What the task asks » Your answer is the lines below, exactly, from the one that contains "Find all text" through the one that contains "I need the bounding", both included.
*** Dataset records Section Begins ***
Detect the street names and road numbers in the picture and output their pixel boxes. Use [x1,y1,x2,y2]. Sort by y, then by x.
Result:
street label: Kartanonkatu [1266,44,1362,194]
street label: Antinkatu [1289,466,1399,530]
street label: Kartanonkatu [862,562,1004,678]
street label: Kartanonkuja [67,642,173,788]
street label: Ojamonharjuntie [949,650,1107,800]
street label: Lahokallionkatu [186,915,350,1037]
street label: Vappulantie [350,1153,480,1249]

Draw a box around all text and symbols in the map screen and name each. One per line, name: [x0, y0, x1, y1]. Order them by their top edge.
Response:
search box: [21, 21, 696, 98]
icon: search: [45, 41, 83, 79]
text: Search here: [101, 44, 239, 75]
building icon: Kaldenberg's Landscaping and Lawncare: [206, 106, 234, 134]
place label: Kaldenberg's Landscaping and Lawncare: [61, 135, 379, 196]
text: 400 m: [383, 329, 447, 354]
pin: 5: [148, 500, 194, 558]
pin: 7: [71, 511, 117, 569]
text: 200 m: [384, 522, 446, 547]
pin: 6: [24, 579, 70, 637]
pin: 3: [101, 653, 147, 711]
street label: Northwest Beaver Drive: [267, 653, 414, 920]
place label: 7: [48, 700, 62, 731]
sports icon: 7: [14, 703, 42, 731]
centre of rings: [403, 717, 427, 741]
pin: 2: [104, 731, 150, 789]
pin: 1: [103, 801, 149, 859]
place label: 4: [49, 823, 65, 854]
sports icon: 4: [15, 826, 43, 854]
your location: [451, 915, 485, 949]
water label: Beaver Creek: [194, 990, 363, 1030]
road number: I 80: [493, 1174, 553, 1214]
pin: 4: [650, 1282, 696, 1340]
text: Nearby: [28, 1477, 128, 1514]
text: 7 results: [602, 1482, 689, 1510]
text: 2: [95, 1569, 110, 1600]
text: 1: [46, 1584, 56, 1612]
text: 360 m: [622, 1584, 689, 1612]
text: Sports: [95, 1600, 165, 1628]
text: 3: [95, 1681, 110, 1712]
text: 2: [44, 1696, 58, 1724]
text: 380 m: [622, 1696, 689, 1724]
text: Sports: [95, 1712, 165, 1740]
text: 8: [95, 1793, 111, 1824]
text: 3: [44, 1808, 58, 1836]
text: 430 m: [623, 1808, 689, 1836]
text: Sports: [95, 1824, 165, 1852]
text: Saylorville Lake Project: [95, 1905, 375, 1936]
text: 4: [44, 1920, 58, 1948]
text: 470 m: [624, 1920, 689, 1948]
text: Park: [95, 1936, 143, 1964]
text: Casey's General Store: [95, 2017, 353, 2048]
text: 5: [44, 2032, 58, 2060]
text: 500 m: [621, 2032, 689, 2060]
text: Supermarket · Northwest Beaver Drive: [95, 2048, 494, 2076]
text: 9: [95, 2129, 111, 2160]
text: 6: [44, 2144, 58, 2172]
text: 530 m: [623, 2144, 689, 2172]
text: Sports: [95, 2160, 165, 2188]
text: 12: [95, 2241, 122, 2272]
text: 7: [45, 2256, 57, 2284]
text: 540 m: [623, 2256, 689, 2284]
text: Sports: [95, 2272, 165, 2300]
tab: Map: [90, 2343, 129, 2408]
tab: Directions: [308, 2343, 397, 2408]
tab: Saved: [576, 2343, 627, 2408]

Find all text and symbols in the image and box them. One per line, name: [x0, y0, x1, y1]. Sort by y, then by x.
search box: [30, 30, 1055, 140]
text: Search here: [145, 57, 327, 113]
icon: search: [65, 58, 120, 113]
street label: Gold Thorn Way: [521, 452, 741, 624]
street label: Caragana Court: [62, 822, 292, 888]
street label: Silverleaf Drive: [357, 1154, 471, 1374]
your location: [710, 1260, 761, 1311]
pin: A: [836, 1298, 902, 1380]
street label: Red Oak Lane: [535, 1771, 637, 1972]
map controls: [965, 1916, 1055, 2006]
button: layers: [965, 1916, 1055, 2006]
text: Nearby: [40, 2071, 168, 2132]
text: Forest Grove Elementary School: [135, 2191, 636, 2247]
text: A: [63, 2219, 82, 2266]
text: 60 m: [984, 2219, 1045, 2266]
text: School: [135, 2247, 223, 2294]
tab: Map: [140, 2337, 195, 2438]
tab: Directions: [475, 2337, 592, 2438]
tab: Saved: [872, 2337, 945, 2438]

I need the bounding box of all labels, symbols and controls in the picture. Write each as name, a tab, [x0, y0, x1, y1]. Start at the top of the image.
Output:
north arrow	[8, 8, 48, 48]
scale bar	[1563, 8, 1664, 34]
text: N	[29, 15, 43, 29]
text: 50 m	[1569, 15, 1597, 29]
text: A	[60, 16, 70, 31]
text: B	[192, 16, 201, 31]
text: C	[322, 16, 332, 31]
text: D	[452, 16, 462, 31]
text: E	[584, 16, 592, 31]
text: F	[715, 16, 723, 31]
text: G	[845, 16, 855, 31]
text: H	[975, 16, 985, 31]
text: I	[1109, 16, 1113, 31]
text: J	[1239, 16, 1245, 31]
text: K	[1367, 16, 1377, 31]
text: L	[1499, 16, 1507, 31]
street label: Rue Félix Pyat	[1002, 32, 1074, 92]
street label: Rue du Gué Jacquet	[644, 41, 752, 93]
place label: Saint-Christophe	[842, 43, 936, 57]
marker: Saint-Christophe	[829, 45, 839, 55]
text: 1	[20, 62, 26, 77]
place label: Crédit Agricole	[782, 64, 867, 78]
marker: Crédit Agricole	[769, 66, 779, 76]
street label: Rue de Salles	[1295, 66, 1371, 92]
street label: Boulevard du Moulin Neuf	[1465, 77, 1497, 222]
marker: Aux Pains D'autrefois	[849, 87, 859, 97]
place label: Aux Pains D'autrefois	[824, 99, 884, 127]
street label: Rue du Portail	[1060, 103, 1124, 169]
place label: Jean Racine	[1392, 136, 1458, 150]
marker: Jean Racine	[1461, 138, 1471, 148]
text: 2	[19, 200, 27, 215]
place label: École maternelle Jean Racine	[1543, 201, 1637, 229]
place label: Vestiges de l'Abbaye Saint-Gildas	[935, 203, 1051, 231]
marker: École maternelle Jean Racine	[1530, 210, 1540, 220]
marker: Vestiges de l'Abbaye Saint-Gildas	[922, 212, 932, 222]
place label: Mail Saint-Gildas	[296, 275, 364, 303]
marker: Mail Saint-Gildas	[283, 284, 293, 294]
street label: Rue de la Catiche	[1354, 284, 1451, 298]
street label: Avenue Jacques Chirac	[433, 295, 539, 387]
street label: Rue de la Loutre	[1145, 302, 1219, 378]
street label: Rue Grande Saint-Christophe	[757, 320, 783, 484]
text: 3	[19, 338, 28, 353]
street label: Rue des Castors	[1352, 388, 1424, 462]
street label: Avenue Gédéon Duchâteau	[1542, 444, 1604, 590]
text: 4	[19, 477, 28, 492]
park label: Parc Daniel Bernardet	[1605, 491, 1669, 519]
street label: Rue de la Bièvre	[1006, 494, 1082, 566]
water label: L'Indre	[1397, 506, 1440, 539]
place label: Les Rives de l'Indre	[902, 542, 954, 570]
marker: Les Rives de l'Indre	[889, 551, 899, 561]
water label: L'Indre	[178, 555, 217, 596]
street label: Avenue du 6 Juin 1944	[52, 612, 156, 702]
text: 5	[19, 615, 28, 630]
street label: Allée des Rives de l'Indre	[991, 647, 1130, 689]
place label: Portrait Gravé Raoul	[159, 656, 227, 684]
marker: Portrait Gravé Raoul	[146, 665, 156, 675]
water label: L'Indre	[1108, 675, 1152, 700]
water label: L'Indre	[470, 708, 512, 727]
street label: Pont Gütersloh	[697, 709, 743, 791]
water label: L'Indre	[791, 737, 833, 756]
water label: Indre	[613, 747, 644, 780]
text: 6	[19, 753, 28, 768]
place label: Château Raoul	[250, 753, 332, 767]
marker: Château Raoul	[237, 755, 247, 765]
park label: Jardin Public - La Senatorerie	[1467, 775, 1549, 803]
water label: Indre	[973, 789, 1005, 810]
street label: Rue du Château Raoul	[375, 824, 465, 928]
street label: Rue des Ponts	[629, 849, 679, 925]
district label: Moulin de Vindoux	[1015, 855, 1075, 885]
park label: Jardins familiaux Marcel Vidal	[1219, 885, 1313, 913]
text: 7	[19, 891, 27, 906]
*** Dataset records Section Ends ***
Answer below »
Find all text and symbols in the image and box them. One per line, name: [x0, y0, x1, y1]. Sort by y, then by x.
search box: [30, 30, 1055, 140]
text: Search here: [145, 57, 327, 113]
icon: search: [65, 58, 120, 113]
street label: Gold Thorn Way: [521, 452, 741, 624]
street label: Caragana Court: [62, 822, 292, 888]
street label: Silverleaf Drive: [357, 1154, 471, 1374]
your location: [710, 1260, 761, 1311]
pin: A: [836, 1298, 902, 1380]
street label: Red Oak Lane: [535, 1771, 637, 1972]
map controls: [965, 1916, 1055, 2006]
button: layers: [965, 1916, 1055, 2006]
text: Nearby: [40, 2071, 168, 2132]
text: Forest Grove Elementary School: [135, 2191, 636, 2247]
text: A: [63, 2219, 82, 2266]
text: 60 m: [984, 2219, 1045, 2266]
text: School: [135, 2247, 223, 2294]
tab: Map: [140, 2337, 195, 2438]
tab: Directions: [475, 2337, 592, 2438]
tab: Saved: [872, 2337, 945, 2438]

I need the bounding box of all labels, symbols and controls in the picture. Write each as name, a tab, [x0, y0, x1, y1]. Start at the top of the image.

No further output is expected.